Boris Johnson is desperate for Joe Biden to beat Donald Trump – and it’s clear why
A defeat for the current president could liberate the prime minister to forge a more popular special relationship with the US, writes John Rentoul
The prime minister suffers from “private neuralgia” about being associated with Donald Trump, according to Tim Shipman, the author who has chronicled Boris Johnson’s victory in the EU referendum and his rise to No 10.
Part of the reason for this aversion is obvious: Trump is exceptionally unpopular with the British public.
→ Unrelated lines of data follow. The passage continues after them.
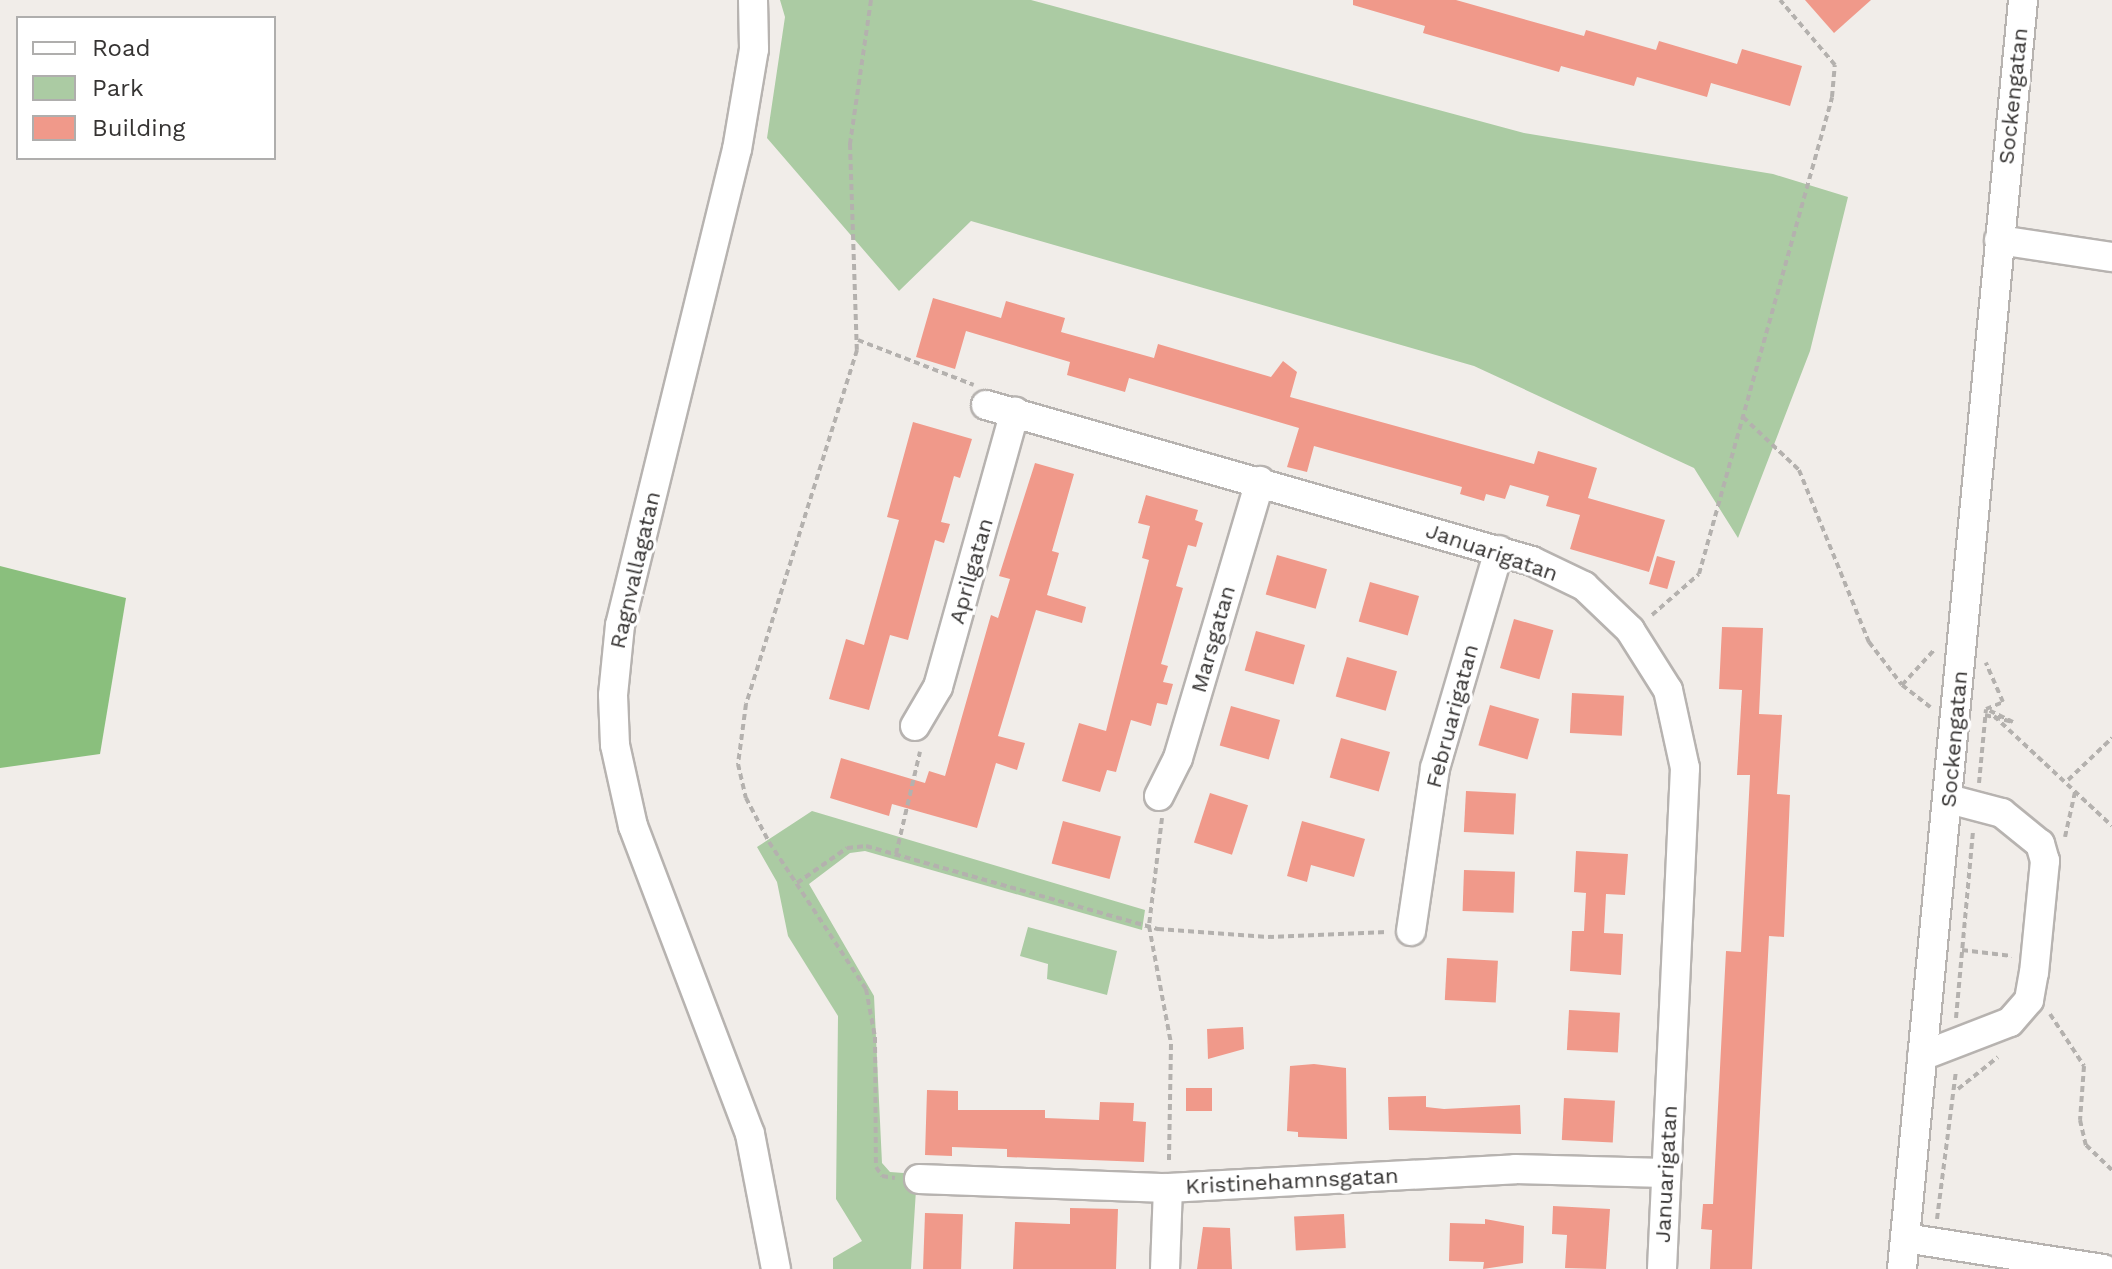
<!DOCTYPE html>
<style>
body{margin:0}
#map{position:relative;width:2112px;height:1269px;overflow:hidden;background:#f1ede9;font-family:"Work Sans",sans-serif}
div>[style]{position:absolute}
[style*='--x']{left:calc(var(--x)*1px);top:calc(var(--y)*1px);width:calc(var(--w)*1px);rotate:calc(var(--a)*1deg)}
.green>*{inset:0;background:#abcba3}
.forest>*{inset:0;background:#8abf7d}
.building>*{inset:0;background:#f0998a;transform-origin:0 0}
.path>*{height:4px;margin-top:-2px;transform-origin:0;background:repeating-linear-gradient(90deg,#b4b1ae 0 6px,transparent 0 10px)}
.roads{filter:drop-shadow(2px 0 #b7b3b0) drop-shadow(-2px 0 #b7b3b0) drop-shadow(0 2px #b7b3b0) drop-shadow(0 -2px #b7b3b0)}
.minor>*{height:28px;margin:-14px;padding:0 14px;transform-origin:14px;border-radius:14px;background:#fff}
span{translate:-50% -50%;white-space:nowrap;text-align:center;line-height:1.15;-webkit-text-stroke:7px #fff;paint-order:stroke}
.street-label{font-size:22px;color:#363433}
.legend{position:absolute;left:16px;top:16px;width:260px;height:144px;box-sizing:border-box;background:#fff;border:2px solid #afaead;margin:0;padding:10px 14px;list-style:none;font-size:24px;color:#363433}
.legend li{display:flex;align-items:center;gap:16px;height:40px}
.legend b{width:40px;border:2px solid #afaead}
</style>
<div id="map">
<div class="green">
<i style="clip-path:polygon(780px 0,1031px 0,1524px 133px,1773px 174px,1848px 197px,1810px 351px,1738px 538px,1694px 468px,1474px 366px,971px 221px,899px 291px,767px 138px,785px 17px)"></i>
<i style="clip-path:polygon(812px 811px,1145px 910px,1142px 930px,865px 851px,850px 853px,809px 884px,874px 996px,882px 1163px,890px 1172px,917px 1174px,911px 1269px,833px 1269px,833px 1258px,862px 1241px,836px 1199px,838px 1016px,788px 936px,777px 882px,757px 847px)"></i>
<i style="clip-path:polygon(1028px 927px,1117px 951px,1107px 995px,1047px 979px,1048px 964px,1020px 956px)"></i>
</div>
<div class="forest">
<i style="clip-path:polygon(0 566px,126px 598px,100px 754px,0 768px)"></i>
</div>
<div class="building">
<i style="clip-path:polygon(1353px 0,1456px 0,1584px 36px,1586px 30px,1656px 50px,1659px 41px,1737px 64px,1742px 49px,1802px 66px,1790px 106px,1711px 83px,1707px 97px,1637px 77px,1634px 86px,1561px 66px,1559px 72px,1423px 33px,1425px 26px,1353px 5px)"></i>
<i style="clip-path:polygon(1805px 0,1871px 0,1834px 33px)"></i>
<i style="clip-path:polygon(933px 298px,1001px 318px,1006px 301px,1065px 318px,1061px 332px,1154px 358px,1158px 344px,1271px 377px,1283px 361px,1297px 372px,1290px 397px,1534px 464px,1538px 451px,1597px 468px,1588px 498px,1665px 520px,1649px 572px,1570px 549px,1580px 515px,1546px 506px,1549px 496px,1510px 485px,1505px 499px,1486px 494px,1484px 501px,1460px 494px,1462px 487px,1314px 446px,1307px 472px,1287px 467px,1299px 428px,1129px 378px,1125px 392px,1067px 375px,1070px 362px,966px 331px,955px 369px,916px 357px)"></i>
<i style="clip-path:polygon(913px 422px,972px 439px,960px 478px,954px 476px,941px 522px,950px 524px,944px 543px,935px 540px,908px 640px,890px 635px,869px 710px,829px 699px,846px 639px,864px 645px,899px 520px,887px 517px)"></i>
<i style="clip-path:polygon(1035px 463px,1074px 474px,1052px 551px,1059px 553px,1047px 595px,1086px 607px,1082px 623px,1036px 610px,998px 736px,1025px 743px,1017px 770px,996px 763px,977px 828px,892px 804px,889px 816px,830px 798px,841px 758px,925px 783px,929px 771px,945px 776px,991px 615px,998px 618px,1010px 579px,999px 576px)"></i>
<i style="clip-path:polygon(1146px 495px,1198px 510px,1195px 520px,1203px 523px,1196px 547px,1188px 545px,1176px 586px,1183px 588px,1161px 664px,1168px 666px,1163px 682px,1173px 684px,1167px 705px,1157px 703px,1151px 726px,1131px 720px,1116px 772px,1107px 770px,1100px 792px,1062px 781px,1079px 723px,1106px 731px,1149px 560px,1142px 558px,1150px 526px,1138px 523px)"></i>
<i style="left:1277px;top:555px;width:52px;height:41px;rotate:16deg"></i>
<i style="left:1657px;top:556px;width:19px;height:29px;rotate:16deg"></i>
<i style="left:1370px;top:582px;width:51px;height:41px;rotate:16deg"></i>
<i style="left:1514px;top:619px;width:41px;height:51px;rotate:16deg"></i>
<i style="clip-path:polygon(1722px 627px,1763px 628px,1759px 714px,1782px 715px,1777px 794px,1790px 795px,1784px 937px,1769px 936px,1752px 1269px,1710px 1269px,1712px 1230px,1701px 1229px,1703px 1204px,1713px 1204px,1726px 951px,1741px 952px,1750px 775px,1737px 775px,1742px 690px,1719px 689px)"></i>
<i style="left:1256px;top:631px;width:51px;height:41px;rotate:16deg"></i>
<i style="left:1347px;top:657px;width:52px;height:41px;rotate:16deg"></i>
<i style="left:1572px;top:693px;width:52px;height:40px;rotate:3deg"></i>
<i style="left:1490px;top:705px;width:51px;height:42px;rotate:16deg"></i>
<i style="left:1231px;top:706px;width:51px;height:41px;rotate:16deg"></i>
<i style="left:1341px;top:738px;width:51px;height:41px;rotate:16deg"></i>
<i style="left:1466px;top:791px;width:50px;height:41px;rotate:3deg"></i>
<i style="left:1210px;top:793px;width:40px;height:52px;rotate:18deg"></i>
<i style="left:1063px;top:821px;width:60px;height:44px;rotate:15deg"></i>
<i style="clip-path:polygon(1302px 821px,1365px 839px,1354px 877px,1311px 865px,1307px 882px,1287px 876px)"></i>
<i style="clip-path:polygon(1576px 851px,1628px 854px,1625px 895px,1606px 894px,1604px 933px,1623px 934px,1621px 975px,1570px 971px,1572px 931px,1584px 931px,1586px 893px,1574px 892px)"></i>
<i style="left:1464px;top:870px;width:51px;height:41px;rotate:2deg"></i>
<i style="left:1447px;top:958px;width:51px;height:42px;rotate:3deg"></i>
<i style="left:1569px;top:1010px;width:51px;height:40px;rotate:3deg"></i>
<i style="clip-path:polygon(1243px 1027px,1244px 1049px,1208px 1059px,1207px 1029px)"></i>
<i style="clip-path:polygon(1314px 1064px,1346px 1068px,1347px 1139px,1298px 1137px,1298px 1132px,1287px 1131px,1290px 1066px)"></i>
<i style="left:1186px;top:1088px;width:26px;height:23px"></i>
<i style="clip-path:polygon(927px 1090px,958px 1091px,958px 1110px,1045px 1110px,1045px 1118px,1099px 1120px,1100px 1102px,1134px 1103px,1133px 1121px,1146px 1122px,1144px 1162px,1007px 1157px,1007px 1149px,952px 1147px,952px 1156px,925px 1155px)"></i>
<i style="clip-path:polygon(1426px 1096px,1426px 1107px,1444px 1109px,1520px 1105px,1521px 1134px,1389px 1130px,1388px 1097px)"></i>
<i style="left:1564px;top:1098px;width:51px;height:42px;rotate:3deg"></i>
<i style="clip-path:polygon(1553px 1206px,1610px 1209px,1606px 1269px,1565px 1268px,1567px 1235px,1552px 1234px)"></i>
<i style="clip-path:polygon(1070px 1208px,1118px 1209px,1116px 1269px,1013px 1269px,1015px 1222px,1070px 1224px)"></i>
<i style="left:925px;top:1213px;width:38px;height:56px;rotate:2deg"></i>
<i style="left:1344px;top:1214px;width:34px;height:50px;rotate:87deg"></i>
<i style="clip-path:polygon(1485px 1219px,1524px 1226px,1523px 1263px,1483px 1269px,1484px 1262px,1449px 1261px,1450px 1223px,1485px 1224px)"></i>
<i style="clip-path:polygon(1203px 1227px,1230px 1228px,1232px 1269px,1197px 1269px)"></i>
</div>
<div class="path">
<i style="--x:871;--y:0;--w:146;--a:98.3"></i>
<i style="--x:850;--y:144;--w:206;--a:88.1"></i>
<i style="--x:857;--y:350;--w:371;--a:107.4"></i>
<i style="--x:746;--y:704;--w:61;--a:97.6"></i>
<i style="--x:738;--y:764;--w:35;--a:77"></i>
<i style="--x:746;--y:798;--w:50;--a:62.4"></i>
<i style="--x:769;--y:842;--w:176;--a:56.6"></i>
<i style="--x:866;--y:989;--w:49;--a:79.4"></i>
<i style="--x:875;--y:1037;--w:130;--a:89.6"></i>
<i style="--x:876;--y:1167;--w:11;--a:56"></i>
<i style="--x:882;--y:1176;--w:13;--a:9"></i>
<i style="--x:858;--y:340;--w:124;--a:21.2"></i>
<i style="--x:1743;--y:417;--w:77;--a:43.4"></i>
<i style="--x:1799;--y:470;--w:186;--a:67.9"></i>
<i style="--x:1869;--y:642;--w:54;--a:52.5"></i>
<i style="--x:1902;--y:685;--w:36;--a:38"></i>
<i style="--x:1652;--y:615;--w:62;--a:-41.1"></i>
<i style="--x:1699;--y:574;--w:495;--a:-74.4"></i>
<i style="--x:1832;--y:97;--w:32;--a:-85"></i>
<i style="--x:1835;--y:65;--w:85;--a:-130.2"></i>
<i style="--x:1902;--y:685;--w:49;--a:-47.5"></i>
<i style="--x:1986;--y:709;--w:18;--a:-22"></i>
<i style="--x:2003;--y:702;--w:43;--a:-113.6"></i>
<i style="--x:1985;--y:715;--w:29;--a:14"></i>
<i style="--x:2013;--y:722;--w:30;--a:-154"></i>
<i style="--x:1994;--y:716;--w:161;--a:43"></i>
<i style="--x:2068;--y:780;--w:61;--a:-43.7"></i>
<i style="--x:1979;--y:783;--w:74;--a:-84.6"></i>
<i style="--x:1162;--y:818;--w:109;--a:96.9"></i>
<i style="--x:1149;--y:926;--w:120;--a:79.4"></i>
<i style="--x:1171;--y:1044;--w:117;--a:91"></i>
<i style="--x:2065;--y:837;--w:46;--a:-77.5"></i>
<i style="--x:896;--y:854;--w:105;--a:-76.8"></i>
<i style="--x:797;--y:883;--w:61;--a:-35"></i>
<i style="--x:847;--y:848;--w:19;--a:-6"></i>
<i style="--x:866;--y:846;--w:304;--a:15.9"></i>
<i style="--x:1158;--y:929;--w:110;--a:4.2"></i>
<i style="--x:1268;--y:937;--w:119;--a:-2.4"></i>
<i style="--x:1962;--y:950;--w:50;--a:6.8"></i>
<i style="--x:2050;--y:1014;--w:62;--a:56.8"></i>
<i style="--x:2084;--y:1066;--w:54;--a:94.2"></i>
<i style="--x:2080;--y:1120;--w:26;--a:77"></i>
<i style="--x:2086;--y:1145;--w:36;--a:44"></i>
<i style="--x:1956;--y:1018;--w:188;--a:-84.8"></i>
<i style="--x:1958;--y:1089;--w:51;--a:-38.7"></i>
<i style="--x:1937;--y:1219;--w:150;--a:-82.7"></i>
</div>
<div class="roads">
<div class="minor">
<i style="--x:753;--y:0;--w:49;--a:88.8"></i>
<i style="--x:754;--y:49;--w:101;--a:99.6"></i>
<i style="--x:737;--y:149;--w:490;--a:103.8"></i>
<i style="--x:620;--y:625;--w:70;--a:95.7"></i>
<i style="--x:613;--y:695;--w:50;--a:87.7"></i>
<i style="--x:615;--y:745;--w:83;--a:77.5"></i>
<i style="--x:633;--y:826;--w:329;--a:69.2"></i>
<i style="--x:750;--y:1134;--w:137;--a:79.1"></i>
<i style="--x:1999;--y:240;--w:114;--a:8.6"></i>
<i style="--x:986;--y:405;--w:568;--a:15.95"></i>
<i style="--x:1532;--y:561;--w:58;--a:25.7"></i>
<i style="--x:1584;--y:586;--w:64;--a:43.7"></i>
<i style="--x:1630;--y:630;--w:71;--a:57.7"></i>
<i style="--x:1668;--y:690;--w:80;--a:77.7"></i>
<i style="--x:1685;--y:768;--w:502;--a:92.63"></i>
<i style="--x:915;--y:726;--w:45;--a:-59.5"></i>
<i style="--x:938;--y:687;--w:286;--a:-74.4"></i>
<i style="--x:1159;--y:796;--w:42;--a:-63.4"></i>
<i style="--x:1178;--y:758;--w:289;--a:-73.5"></i>
<i style="--x:1411;--y:931;--w:165;--a:-81.6"></i>
<i style="--x:1435;--y:768;--w:227;--a:-73.6"></i>
<i style="--x:1922;--y:1056;--w:94;--a:-21.1"></i>
<i style="--x:2010;--y:1022;--w:29;--a:-49"></i>
<i style="--x:2029;--y:1000;--w:27;--a:-80"></i>
<i style="--x:2034;--y:973;--w:113;--a:-84.4"></i>
<i style="--x:2045;--y:861;--w:18;--a:-106"></i>
<i style="--x:2040;--y:844;--w:49;--a:-140.8"></i>
<i style="--x:2002;--y:813;--w:55;--a:-165.2"></i>
<i style="--x:919;--y:1179;--w:249;--a:2.1"></i>
<i style="--x:1168;--y:1188;--w:348;--a:-3.1"></i>
<i style="--x:1515;--y:1169;--w:150;--a:1.5"></i>
<i style="--x:1905;--y:1238;--w:201;--a:8.9"></i>
<i style="--x:1165;--y:1269;--w:81;--a:-87.9"></i>
<i style="--x:1902;--y:1269;--w:1275;--a:-84.55"></i>
</div>
</div>
<div class="street-label">
<span style="left:2013px;top:96px;rotate:-84deg">Sockengatan</span>
<span style="left:1492px;top:552px;rotate:19deg">Januarigatan</span>
<span style="left:635px;top:570px;rotate:-77deg">Ragnvallagatan</span>
<span style="left:971px;top:571px;rotate:-74deg">Aprilgatan</span>
<span style="left:1213px;top:639px;rotate:-74deg">Marsgatan</span>
<span style="left:1452px;top:716px;rotate:-75deg">Februarigatan</span>
<span style="left:1954px;top:739px;rotate:-85deg">Sockengatan</span>
<span style="left:1666px;top:1174px;rotate:-87deg">Januarigatan</span>
<span style="left:1292px;top:1181px;rotate:-3deg">Kristinehamnsgatan</span>
</div>
<ul class="legend">
<li><b style="height:10px;background:#fff"></b>Road</li>
<li><b style="height:22px;background:#abcba3"></b>Park</li>
<li><b style="height:22px;background:#f0998a"></b>Building</li>
</ul>
</div>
Johnson finds himself in a similar bind to Tony Blair, when Al Gore failed to win the few hundred votes he needed in Florida to avoid the election being sent to the US Supreme Court.
For Blair, the US-UK partnership was an “article of faith”, to be maintained regardless of personalities, but for his party and much of British public opinion it was as much an article of faith that George W Bush was a dangerous simpleton with whom the British government should have as little to do as possible.
If Bush was dangerous, then Trump is more so, which is why popular anti-Americanism, a strong but minority strand among the British people, has been magnified by pro-Americans who regard Trump as an affront to the values of the republic.
In Blair’s case, the damage done at home by the special relationship was magnified by the clash of left and right – many in the Labour Party regarded Blair as a traitor for fraternising with the ideological enemy in the Republican Party – but for Johnson the damage is worse. He is accused of hanging out with an ideological soulmate.
He is the “Britain Trump”, as the America Trump once described him, and the America Trump sees Brexit, and Nigel Farage and Boris Johnson, as mere provinces of his Greater Ego – in the way that he quite plainly did not see Theresa May.
Johnson tolerates Trump’s embrace, but cannot wait for it to end. You can see why he would much prefer to be dealing with Joe Biden. Biden wouldn’t change policies much. He would still be hostile to China, and it would be just as difficult to negotiate a US-UK trade deal with him in the White House. But he would run a conventional and predictable US administration. And Johnson wouldn’t be tainted by the authoritarianism, racism and misogyny of the Trump White House.
Of course, there would then be the danger for Johnson of being seen as one of the Trumpier world leaders, bracketed in Trump’s absence with Narendra Modi in India, Jair Bolsonaro in Brazil, Andrzej Duda in Poland and Viktor Orban in Hungary. But, as Shipman points out, a Biden presidency could also liberate the “Good Boris”: the one who wants to build international alliances and to pursue global action on climate change; the one who declared he was not a Sinophobe but offered Hong Kong people a route to British citizenship.
This Johnson, the One Nation liberal Conservative who co-exists in the same chaotic persona as “Bad Boris”, the Brexity national populist, could form a perfectly amicable ideological bond with a conservative courtly Democrat.
Indeed, wanting Trump to lose is a powerful reason for wanting Biden to win in November. But the side-effect at home of liberating Johnson to be more of the One Nation liberal centrist that he was as Mayor of London is yet another reason to cheer on the people’s Joe.